The test should be between King Kong and Mighty Joe Young.


----------



## PetrB (Feb 28, 2012)




----------



## KenOC (Mar 7, 2011)

PetrB: Laughed. Think I ruptured something.


----------



## david johnson (Jun 25, 2007)

Godzilla is way too big for KK


----------



## Guest (Mar 24, 2014)

Looking forward to this...

http://www.imdb.com/video/imdb/vi3906251545/

(And enjoy the Ligeti btw)


----------



## elgar's ghost (Aug 8, 2010)

King Kong by the Kinks or Godzilla by Blue Oyster Cult?
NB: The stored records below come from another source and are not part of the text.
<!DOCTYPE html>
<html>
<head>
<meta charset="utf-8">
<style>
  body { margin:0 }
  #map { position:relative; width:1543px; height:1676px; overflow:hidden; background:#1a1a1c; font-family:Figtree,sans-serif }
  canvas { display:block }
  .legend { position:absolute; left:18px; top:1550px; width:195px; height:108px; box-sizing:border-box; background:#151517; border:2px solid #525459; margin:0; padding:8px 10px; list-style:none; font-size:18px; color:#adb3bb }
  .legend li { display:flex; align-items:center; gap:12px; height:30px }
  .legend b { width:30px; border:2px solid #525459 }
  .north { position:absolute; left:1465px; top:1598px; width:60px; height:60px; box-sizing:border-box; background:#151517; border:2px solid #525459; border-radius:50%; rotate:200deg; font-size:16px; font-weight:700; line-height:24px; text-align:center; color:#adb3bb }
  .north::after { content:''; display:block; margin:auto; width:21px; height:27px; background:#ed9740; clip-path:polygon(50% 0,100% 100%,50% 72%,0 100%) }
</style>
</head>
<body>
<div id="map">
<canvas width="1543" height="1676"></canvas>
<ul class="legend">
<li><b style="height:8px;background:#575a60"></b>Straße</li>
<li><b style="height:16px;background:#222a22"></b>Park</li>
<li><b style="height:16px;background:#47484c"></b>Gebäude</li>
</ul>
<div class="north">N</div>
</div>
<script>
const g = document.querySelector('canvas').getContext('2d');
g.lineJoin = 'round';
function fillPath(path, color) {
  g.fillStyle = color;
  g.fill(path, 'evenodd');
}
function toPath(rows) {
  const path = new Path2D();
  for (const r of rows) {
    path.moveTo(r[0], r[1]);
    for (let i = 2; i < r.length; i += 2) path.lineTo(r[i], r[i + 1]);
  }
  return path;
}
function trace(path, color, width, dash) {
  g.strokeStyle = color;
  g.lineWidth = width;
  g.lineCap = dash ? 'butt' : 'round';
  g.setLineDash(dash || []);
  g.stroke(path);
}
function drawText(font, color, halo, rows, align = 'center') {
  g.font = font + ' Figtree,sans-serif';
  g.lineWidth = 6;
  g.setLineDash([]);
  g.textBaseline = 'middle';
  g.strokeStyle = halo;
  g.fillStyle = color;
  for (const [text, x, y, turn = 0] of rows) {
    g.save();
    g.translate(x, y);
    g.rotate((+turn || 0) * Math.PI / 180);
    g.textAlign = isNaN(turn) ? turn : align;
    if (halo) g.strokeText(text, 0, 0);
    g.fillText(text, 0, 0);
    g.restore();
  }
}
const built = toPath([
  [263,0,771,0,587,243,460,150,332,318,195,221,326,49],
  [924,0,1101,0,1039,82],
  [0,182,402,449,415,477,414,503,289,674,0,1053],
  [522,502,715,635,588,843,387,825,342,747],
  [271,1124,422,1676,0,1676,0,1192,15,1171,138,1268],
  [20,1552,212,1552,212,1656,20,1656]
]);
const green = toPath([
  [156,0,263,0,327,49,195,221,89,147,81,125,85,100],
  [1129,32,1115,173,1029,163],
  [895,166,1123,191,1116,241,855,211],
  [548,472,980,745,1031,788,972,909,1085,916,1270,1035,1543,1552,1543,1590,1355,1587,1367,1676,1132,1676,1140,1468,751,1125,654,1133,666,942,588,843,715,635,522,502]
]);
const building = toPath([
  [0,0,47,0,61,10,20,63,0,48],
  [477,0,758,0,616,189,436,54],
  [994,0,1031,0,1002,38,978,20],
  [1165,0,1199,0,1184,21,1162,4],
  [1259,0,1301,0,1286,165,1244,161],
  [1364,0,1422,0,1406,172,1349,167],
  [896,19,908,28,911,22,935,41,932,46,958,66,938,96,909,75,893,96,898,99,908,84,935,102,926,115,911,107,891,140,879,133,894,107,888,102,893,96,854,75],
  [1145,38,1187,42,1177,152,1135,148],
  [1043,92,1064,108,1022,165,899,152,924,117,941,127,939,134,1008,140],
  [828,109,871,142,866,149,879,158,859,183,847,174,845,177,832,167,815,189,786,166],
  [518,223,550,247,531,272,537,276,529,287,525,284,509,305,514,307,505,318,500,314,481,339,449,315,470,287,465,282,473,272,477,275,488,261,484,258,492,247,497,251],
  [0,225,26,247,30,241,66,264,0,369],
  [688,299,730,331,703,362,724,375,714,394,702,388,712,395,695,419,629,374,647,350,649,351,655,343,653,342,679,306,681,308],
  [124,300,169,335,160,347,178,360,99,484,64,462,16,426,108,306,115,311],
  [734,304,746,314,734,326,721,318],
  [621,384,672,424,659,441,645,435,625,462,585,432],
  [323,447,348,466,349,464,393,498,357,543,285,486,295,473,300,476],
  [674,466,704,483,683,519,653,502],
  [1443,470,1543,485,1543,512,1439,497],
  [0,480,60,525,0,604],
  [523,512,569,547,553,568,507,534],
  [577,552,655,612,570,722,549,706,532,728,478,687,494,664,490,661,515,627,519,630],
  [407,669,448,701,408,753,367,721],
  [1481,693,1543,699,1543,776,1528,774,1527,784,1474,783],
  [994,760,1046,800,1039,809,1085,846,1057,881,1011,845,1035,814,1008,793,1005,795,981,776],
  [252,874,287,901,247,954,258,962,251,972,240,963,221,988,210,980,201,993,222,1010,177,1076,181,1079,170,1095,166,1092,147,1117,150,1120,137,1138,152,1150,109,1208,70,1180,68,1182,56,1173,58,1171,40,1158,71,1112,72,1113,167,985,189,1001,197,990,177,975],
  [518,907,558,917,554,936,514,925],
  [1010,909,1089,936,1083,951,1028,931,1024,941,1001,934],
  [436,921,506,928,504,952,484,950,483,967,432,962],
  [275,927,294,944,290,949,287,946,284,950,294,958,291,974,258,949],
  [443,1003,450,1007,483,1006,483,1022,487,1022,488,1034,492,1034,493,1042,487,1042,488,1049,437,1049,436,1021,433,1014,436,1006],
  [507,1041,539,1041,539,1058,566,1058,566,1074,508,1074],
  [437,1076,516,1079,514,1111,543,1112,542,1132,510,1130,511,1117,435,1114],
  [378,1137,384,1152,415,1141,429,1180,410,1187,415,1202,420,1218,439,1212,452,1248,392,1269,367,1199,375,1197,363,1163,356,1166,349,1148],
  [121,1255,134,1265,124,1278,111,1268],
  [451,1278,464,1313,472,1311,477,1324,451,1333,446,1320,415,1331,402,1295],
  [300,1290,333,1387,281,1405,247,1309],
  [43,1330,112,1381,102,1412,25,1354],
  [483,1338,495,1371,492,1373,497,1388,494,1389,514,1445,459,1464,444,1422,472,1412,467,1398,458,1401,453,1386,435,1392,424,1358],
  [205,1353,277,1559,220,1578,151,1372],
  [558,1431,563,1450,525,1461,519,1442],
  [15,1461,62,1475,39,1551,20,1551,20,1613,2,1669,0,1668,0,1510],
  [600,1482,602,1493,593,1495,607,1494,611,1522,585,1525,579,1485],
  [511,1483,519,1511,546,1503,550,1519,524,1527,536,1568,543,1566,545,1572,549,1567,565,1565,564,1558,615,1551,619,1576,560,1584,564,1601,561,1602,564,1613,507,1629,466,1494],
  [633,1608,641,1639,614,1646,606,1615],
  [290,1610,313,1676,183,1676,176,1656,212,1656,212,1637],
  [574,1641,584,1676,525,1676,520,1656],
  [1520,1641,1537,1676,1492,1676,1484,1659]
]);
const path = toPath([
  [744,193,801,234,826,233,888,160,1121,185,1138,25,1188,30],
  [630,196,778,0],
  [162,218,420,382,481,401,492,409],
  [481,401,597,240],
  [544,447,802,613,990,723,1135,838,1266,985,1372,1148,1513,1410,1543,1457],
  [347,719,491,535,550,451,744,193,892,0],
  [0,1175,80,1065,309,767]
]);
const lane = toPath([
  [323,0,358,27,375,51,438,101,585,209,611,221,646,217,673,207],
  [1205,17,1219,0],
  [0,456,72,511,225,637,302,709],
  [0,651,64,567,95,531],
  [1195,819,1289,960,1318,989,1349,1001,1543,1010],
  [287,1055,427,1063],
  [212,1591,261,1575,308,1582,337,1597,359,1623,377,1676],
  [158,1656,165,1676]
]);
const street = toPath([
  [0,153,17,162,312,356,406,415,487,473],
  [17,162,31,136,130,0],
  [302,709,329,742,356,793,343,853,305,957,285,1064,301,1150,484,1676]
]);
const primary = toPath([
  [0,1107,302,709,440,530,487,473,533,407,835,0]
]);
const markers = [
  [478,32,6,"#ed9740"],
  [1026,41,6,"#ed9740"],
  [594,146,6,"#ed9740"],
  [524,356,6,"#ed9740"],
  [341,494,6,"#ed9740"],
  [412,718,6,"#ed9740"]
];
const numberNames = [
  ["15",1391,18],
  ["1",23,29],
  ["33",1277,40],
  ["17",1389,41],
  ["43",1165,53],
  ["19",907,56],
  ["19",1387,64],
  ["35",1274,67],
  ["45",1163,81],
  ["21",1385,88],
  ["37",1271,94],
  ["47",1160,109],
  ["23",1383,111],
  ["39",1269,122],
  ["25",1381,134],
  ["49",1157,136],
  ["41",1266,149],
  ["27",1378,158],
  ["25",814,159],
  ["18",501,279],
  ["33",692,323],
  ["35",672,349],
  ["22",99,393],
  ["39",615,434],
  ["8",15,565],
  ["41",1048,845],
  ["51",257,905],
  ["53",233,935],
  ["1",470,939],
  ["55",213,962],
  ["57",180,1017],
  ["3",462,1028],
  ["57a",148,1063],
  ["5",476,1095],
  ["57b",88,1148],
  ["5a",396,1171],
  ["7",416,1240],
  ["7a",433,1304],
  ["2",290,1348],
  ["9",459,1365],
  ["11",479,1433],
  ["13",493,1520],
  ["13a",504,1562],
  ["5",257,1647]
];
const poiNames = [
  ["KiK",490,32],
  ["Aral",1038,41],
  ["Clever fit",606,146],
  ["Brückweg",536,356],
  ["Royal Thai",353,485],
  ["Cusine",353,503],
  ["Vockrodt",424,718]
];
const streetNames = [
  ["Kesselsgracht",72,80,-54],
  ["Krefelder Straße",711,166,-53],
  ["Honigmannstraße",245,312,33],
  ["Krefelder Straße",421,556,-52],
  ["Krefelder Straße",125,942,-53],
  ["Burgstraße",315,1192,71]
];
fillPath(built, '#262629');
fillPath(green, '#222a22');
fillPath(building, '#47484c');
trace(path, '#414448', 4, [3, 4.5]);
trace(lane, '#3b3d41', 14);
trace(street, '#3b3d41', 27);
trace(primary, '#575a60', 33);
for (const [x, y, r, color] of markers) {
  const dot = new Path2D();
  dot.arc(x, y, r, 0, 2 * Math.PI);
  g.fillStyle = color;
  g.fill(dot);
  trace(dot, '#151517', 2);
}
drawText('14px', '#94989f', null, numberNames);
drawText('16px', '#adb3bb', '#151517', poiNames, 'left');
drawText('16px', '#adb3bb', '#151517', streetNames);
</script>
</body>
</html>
Both great songs.


----------



## mirepoix (Feb 1, 2014)

Of the choices offered, I believe Godzilla would have a quick and easy success. However, if a third contender was introduced it wouldn't be so clear cut - especially if the bout was:

King Kong vs Godzilla vs


----------



## Itullian (Aug 27, 2011)

david johnson said:


> Godzilla is way too big for KK


True, 
so lets say they;e about the same size.


----------



## brianvds (May 1, 2013)

Neither of them, nor even both of them together, would last more than ten seconds against a nest of angry wasps...


----------